▶ _Exercise prompt_: Copy every line of the records that includes the word "forest".

[Saved entries]
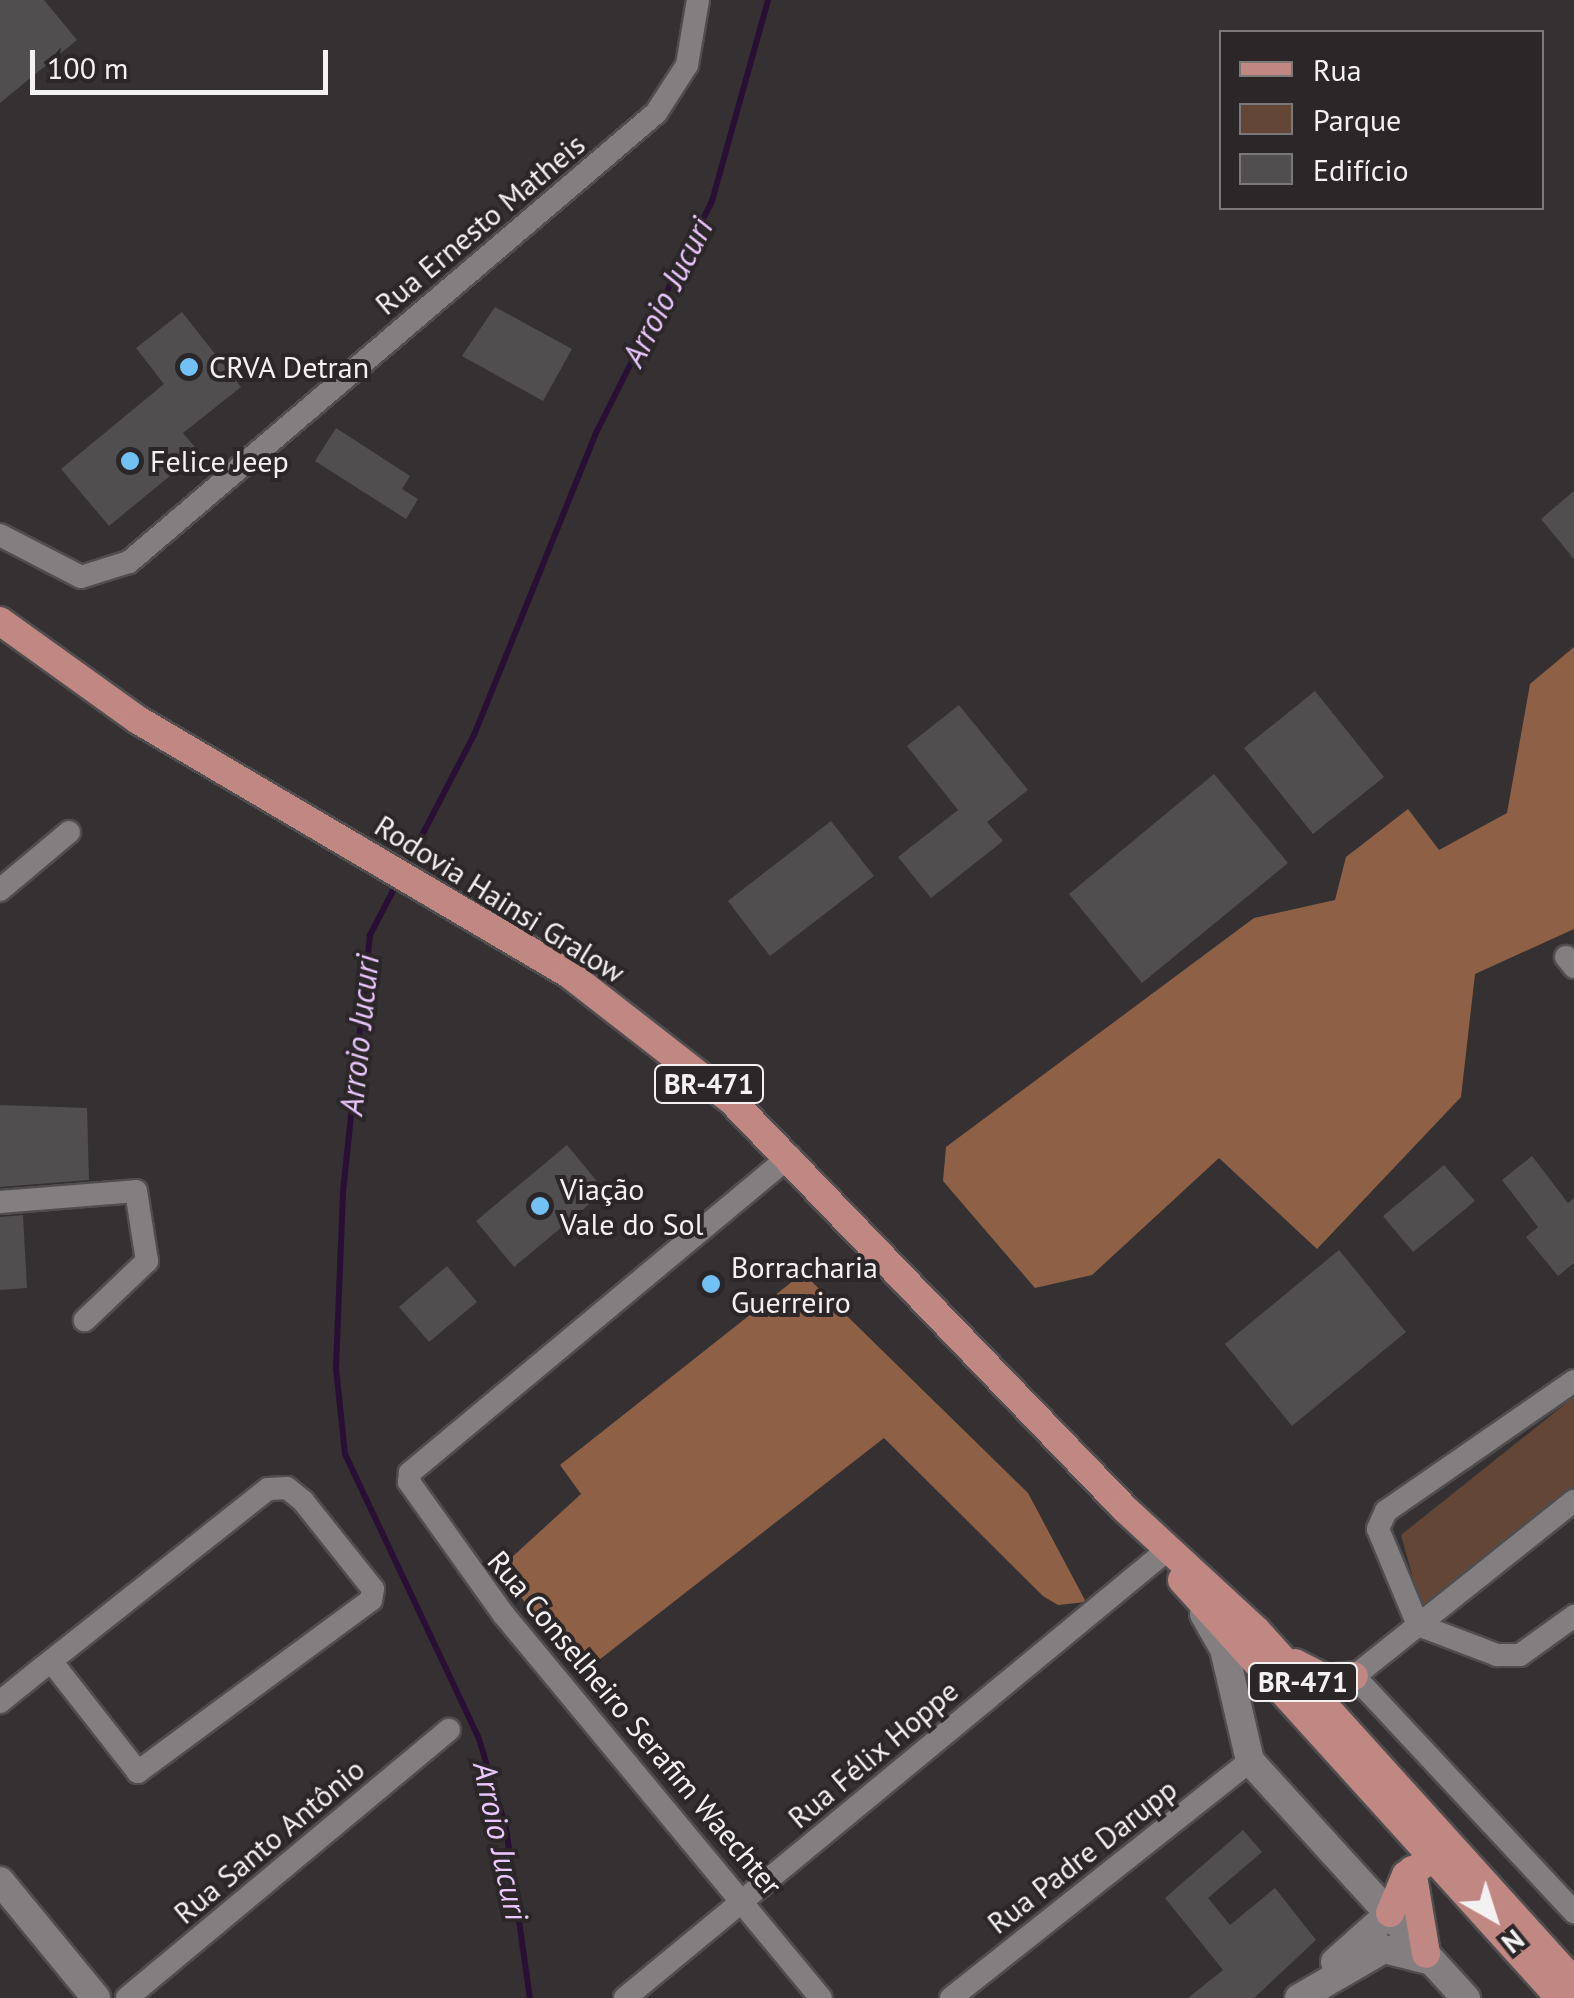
<!DOCTYPE html>
<meta charset="utf-8">
<style>
body{margin:0}
#map{position:relative;width:1574px;height:1998px;overflow:hidden;background:#353132;font-family:"PT Sans",sans-serif}
div>[style]{position:absolute}
[style*='--x']{left:calc(var(--x)*1px);top:calc(var(--y)*1px);width:calc(var(--w)*1px);rotate:calc(var(--a)*1deg)}
.green>*{inset:0;background:#644636}
.forest>*{inset:0;background:#8e6147}
.stream>*{height:6px;margin:-3px;padding:0 3px;transform-origin:3px;border-radius:3px;background:#281034}
.building>*{inset:0;background:#514e50}
.roads{filter:drop-shadow(2px 0 #504d4e) drop-shadow(-2px 0 #504d4e) drop-shadow(0 2px #504d4e) drop-shadow(0 -2px #504d4e)}
.minor>*{height:22px;margin:-11px;padding:0 11px;transform-origin:11px;border-radius:11px;background:#837f80}
.secondary>*{height:28px;margin:-14px;padding:0 14px;transform-origin:14px;border-radius:14px;background:#837f80}
.primary>*{height:28px;margin:-14px;padding:0 14px;transform-origin:14px;border-radius:14px;background:#c18883}
.dots>*{width:28px;height:28px;translate:-50% -50%;box-sizing:border-box;border:5px solid #2b2728;border-radius:50%}
span{translate:-50% -50%;white-space:nowrap;text-align:center;line-height:1.15;-webkit-text-stroke:8px #2b2728;paint-order:stroke}
.shield-label span{padding:2px 8px;background:#2b2728;border:2px solid;border-radius:8px;-webkit-text-stroke-width:0}
.shield-label{font-size:28px;color:#f4f1f2;font-weight:700}
.street-label{font-size:30px;color:#f4f1f2}
.poi-label{font-size:30px;color:#f4f1f2}
.left{translate:0 -50%;text-align:left}
.water-label{font-size:32px;color:#eac8fe;font-style:italic}
.legend{position:absolute;left:1219px;top:30px;width:325px;height:180px;box-sizing:border-box;background:#2b2728;border:2px solid #7b7879;margin:0;padding:12px 18px;list-style:none;font-size:30px;color:#f4f1f2}
.legend li{display:flex;align-items:center;gap:20px;height:50px}
.legend b{width:50px;border:2px solid #7b7879}
.north{position:absolute;left:1444px;top:1868px;width:100px;height:100px;-webkit-text-stroke:8px #2b2728;paint-order:stroke;rotate:141deg;font-size:28px;font-weight:700;line-height:40px;text-align:center;color:#f4f1f2}
.north::after{content:'';display:block;margin:auto;width:35px;height:45px;background:#f4f1f2;clip-path:polygon(50% 0,100% 100%,50% 72%,0 100%)}
.scale{position:absolute;left:30px;top:50px;width:298px;height:45px;box-sizing:border-box;border:5px solid #f4f1f2;border-top:0;padding-left:12px;font-size:30px;line-height:35px;white-space:nowrap;color:#f4f1f2;-webkit-text-stroke:8px #2b2728;paint-order:stroke}
</style>
<div id="map">
<div class="green">
<i style="clip-path:polygon(1574px 1397px,1574px 1488px,1422px 1610px,1401px 1535px)"></i>
</div>
<div class="forest">
<i style="clip-path:polygon(1574px 647px,1574px 929px,1475px 974px,1461px 1097px,1317px 1249px,1219px 1158px,1092px 1275px,1035px 1288px,943px 1181px,946px 1147px,1254px 918px,1335px 900px,1346px 857px,1408px 809px,1439px 850px,1507px 813px,1530px 684px)"></i>
<i style="clip-path:polygon(803px 1273px,1028px 1493px,1086px 1602px,1058px 1605px,1043px 1596px,884px 1438px,581px 1674px,499px 1569px,581px 1494px,560px 1465px)"></i>
</div>
<div class="stream">
<i style="--x:405;--y:868;--w:150;--a:-62.6"></i>
<i style="--x:474;--y:735;--w:328;--a:-68"></i>
<i style="--x:597;--y:431;--w:257;--a:-63.4"></i>
<i style="--x:712;--y:201;--w:209;--a:-74.4"></i>
<i style="--x:397;--y:883;--w:59;--a:117.4"></i>
<i style="--x:370;--y:935;--w:259;--a:96"></i>
<i style="--x:343;--y:1193;--w:175;--a:92.3"></i>
<i style="--x:336;--y:1368;--w:86;--a:84"></i>
<i style="--x:345;--y:1454;--w:315;--a:64.8"></i>
<i style="--x:479;--y:1739;--w:93;--a:73.1"></i>
<i style="--x:506;--y:1828;--w:172;--a:82"></i>
</div>
<div class="building">
<i style="clip-path:polygon(0 0,44px 0,77px 40px,0 103px)"></i>
<i style="clip-path:polygon(495px 307px,572px 349px,543px 401px,462px 356px)"></i>
<i style="clip-path:polygon(182px 312px,241px 387px,183px 433px,199px 452px,109px 526px,61px 469px,164px 384px,136px 348px)"></i>
<i style="clip-path:polygon(336px 428px,410px 476px,402px 489px,418px 499px,406px 519px,315px 461px)"></i>
<i style="clip-path:polygon(1574px 491px,1574px 559px,1541px 519px)"></i>
<i style="clip-path:polygon(1315px 691px,1384px 777px,1313px 834px,1244px 748px)"></i>
<i style="clip-path:polygon(959px 705px,1028px 790px,987px 822px,1003px 841px,931px 898px,898px 857px,958px 810px,907px 746px)"></i>
<i style="clip-path:polygon(1214px 774px,1288px 863px,1142px 983px,1069px 894px)"></i>
<i style="clip-path:polygon(831px 821px,874px 876px,770px 956px,728px 901px)"></i>
<i style="clip-path:polygon(0 1105px,87px 1108px,89px 1180px,0 1187px)"></i>
<i style="clip-path:polygon(567px 1145px,605px 1191px,514px 1267px,476px 1221px)"></i>
<i style="clip-path:polygon(1532px 1156px,1568px 1203px,1574px 1198px,1574px 1263px,1558px 1276px,1526px 1237px,1538px 1227px,1502px 1180px)"></i>
<i style="clip-path:polygon(1444px 1165px,1475px 1201px,1413px 1252px,1383px 1216px)"></i>
<i style="clip-path:polygon(23px 1215px,27px 1288px,0 1290px,0 1217px)"></i>
<i style="clip-path:polygon(1339px 1250px,1406px 1332px,1292px 1426px,1225px 1344px)"></i>
<i style="clip-path:polygon(447px 1266px,477px 1302px,429px 1342px,399px 1307px)"></i>
<i style="clip-path:polygon(1243px 1830px,1262px 1852px,1208px 1898px,1230px 1925px,1275px 1888px,1316px 1940px,1254px 1998px,1188px 1998px,1223px 1970px,1165px 1898px)"></i>
</div>
<div class="roads">
<div class="minor">
<i style="--x:0;--y:535;--w:91;--a:27.4"></i>
<i style="--x:81;--y:577;--w:50;--a:-17.4"></i>
<i style="--x:129;--y:562;--w:692;--a:-40.43"></i>
<i style="--x:656;--y:113;--w:57;--a:-57.1"></i>
<i style="--x:687;--y:65;--w:66;--a:-80.4"></i>
<i style="--x:0;--y:890;--w:90;--a:-40"></i>
<i style="--x:1566;--y:957;--w:13;--a:51"></i>
<i style="--x:790;--y:1156;--w:495;--a:140.2"></i>
<i style="--x:410;--y:1473;--w:9;--a:96"></i>
<i style="--x:409;--y:1482;--w:163;--a:54.5"></i>
<i style="--x:504;--y:1615;--w:497;--a:50.4"></i>
<i style="--x:0;--y:1202;--w:136;--a:-4.6"></i>
<i style="--x:136;--y:1191;--w:71;--a:81.1"></i>
<i style="--x:147;--y:1261;--w:86;--a:136.4"></i>
<i style="--x:1574;--y:1381;--w:229;--a:145.3"></i>
<i style="--x:1386;--y:1511;--w:20;--a:114"></i>
<i style="--x:1378;--y:1529;--w:104;--a:67.4"></i>
<i style="--x:1418;--y:1625;--w:85;--a:20.8"></i>
<i style="--x:1497;--y:1655;--w:23;--a:0"></i>
<i style="--x:1520;--y:1655;--w:67;--a:-35.8"></i>
<i style="--x:1354;--y:1676;--w:323;--a:47"></i>
<i style="--x:1342;--y:1686;--w:297;--a:-38.6"></i>
<i style="--x:0;--y:1702;--w:54;--a:-39"></i>
<i style="--x:42;--y:1668;--w:288;--a:-38.4"></i>
<i style="--x:268;--y:1489;--w:19;--a:-3"></i>
<i style="--x:287;--y:1488;--w:21;--a:39"></i>
<i style="--x:303;--y:1501;--w:112;--a:51.5"></i>
<i style="--x:373;--y:1589;--w:11;--a:100"></i>
<i style="--x:371;--y:1600;--w:290;--a:143.6"></i>
<i style="--x:138;--y:1772;--w:141;--a:-128.1"></i>
<i style="--x:127;--y:1998;--w:419;--a:-39.8"></i>
<i style="--x:625;--y:1998;--w:694;--a:-39.56"></i>
<i style="--x:951;--y:1998;--w:382;--a:-38.4"></i>
</div>
<div class="secondary">
<i style="--x:1204;--y:1614;--w:40;--a:60.3"></i>
<i style="--x:1224;--y:1649;--w:115;--a:76.9"></i>
<i style="--x:1250;--y:1761;--w:321;--a:47.7"></i>
<i style="--x:0;--y:1881;--w:151;--a:50.6"></i>
<i style="--x:1335;--y:1962;--w:74;--a:-41.7"></i>
<i style="--x:1299;--y:1998;--w:98;--a:-30"></i>
<i style="--x:1384;--y:1949;--w:49;--a:14"></i>
</div>
<div class="primary">
<i style="--x:0;--y:621;--w:170;--a:35.7"></i>
<i style="--x:138;--y:720;--w:500;--a:30.51"></i>
<i style="--x:569;--y:974;--w:207;--a:37.9"></i>
<i style="--x:732;--y:1101;--w:566;--a:46.07"></i>
<i style="--x:1125;--y:1509;--w:178;--a:42.7"></i>
<i style="--x:1256;--y:1630;--w:474;--a:47.9"></i>
<i style="--x:1182;--y:1580;--w:564;--a:47.88"></i>
<i style="--x:1295;--y:1663;--w:35;--a:27"></i>
<i style="--x:1326;--y:1679;--w:28;--a:-6"></i>
<i style="--x:1412;--y:1870;--w:85;--a:80.5"></i>
<i style="--x:1390;--y:1913;--w:41;--a:-67.2"></i>
<i style="--x:1406;--y:1875;--w:48;--a:-31.4"></i>
</div>
</div>
<div class="dots">
<i style="left:189px;top:367px;background:#72c1f5"></i>
<i style="left:130px;top:461px;background:#72c1f5"></i>
<i style="left:540px;top:1206px;background:#72c1f5"></i>
<i style="left:711px;top:1284px;background:#72c1f5"></i>
</div>
<div class="shield-label">
<span style="left:709px;top:1084px">BR-471</span>
<span style="left:1303px;top:1682px">BR-471</span>
</div>
<div class="street-label">
<span style="left:480px;top:224px;rotate:-40deg">Rua Ernesto Matheis</span>
<span style="left:500px;top:899px;rotate:32deg">Rodovia Hainsi Gralow</span>
<span style="left:635px;top:1723px;rotate:50deg">Rua Conselheiro Serafim Waechter</span>
<span style="left:873px;top:1754px;rotate:-40deg">Rua Félix Hoppe</span>
<span style="left:269px;top:1841px;rotate:-40deg">Rua Santo Antônio</span>
<span style="left:1082px;top:1856px;rotate:-38deg">Rua Padre Darupp</span>
</div>
<div class="poi-label">
<span class="left" style="left:209px;top:367px">CRVA Detran</span>
<span class="left" style="left:150px;top:461px">Felice Jeep</span>
<span class="left" style="left:560px;top:1206px">Viação<br>Vale do Sol</span>
<span class="left" style="left:731px;top:1284px">Borracharia<br>Guerreiro</span>
</div>
<div class="water-label">
<span style="left:667px;top:292px;rotate:-63deg">Arroio Jucuri</span>
<span style="left:359px;top:1035px;rotate:-84deg">Arroio Jucuri</span>
<span style="left:501px;top:1841px;rotate:78deg">Arroio Jucuri</span>
</div>
<ul class="legend">
<li><b style="height:12px;background:#c18883"></b>Rua</li>
<li><b style="height:28px;background:#644636"></b>Parque</li>
<li><b style="height:28px;background:#514e50"></b>Edifício</li>
</ul>
<div class="north">N</div>
<div class="scale">100 m</div>
</div>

▶ _Output for this exercise_:
.forest>*{inset:0;background:#8e6147}
<div class="forest">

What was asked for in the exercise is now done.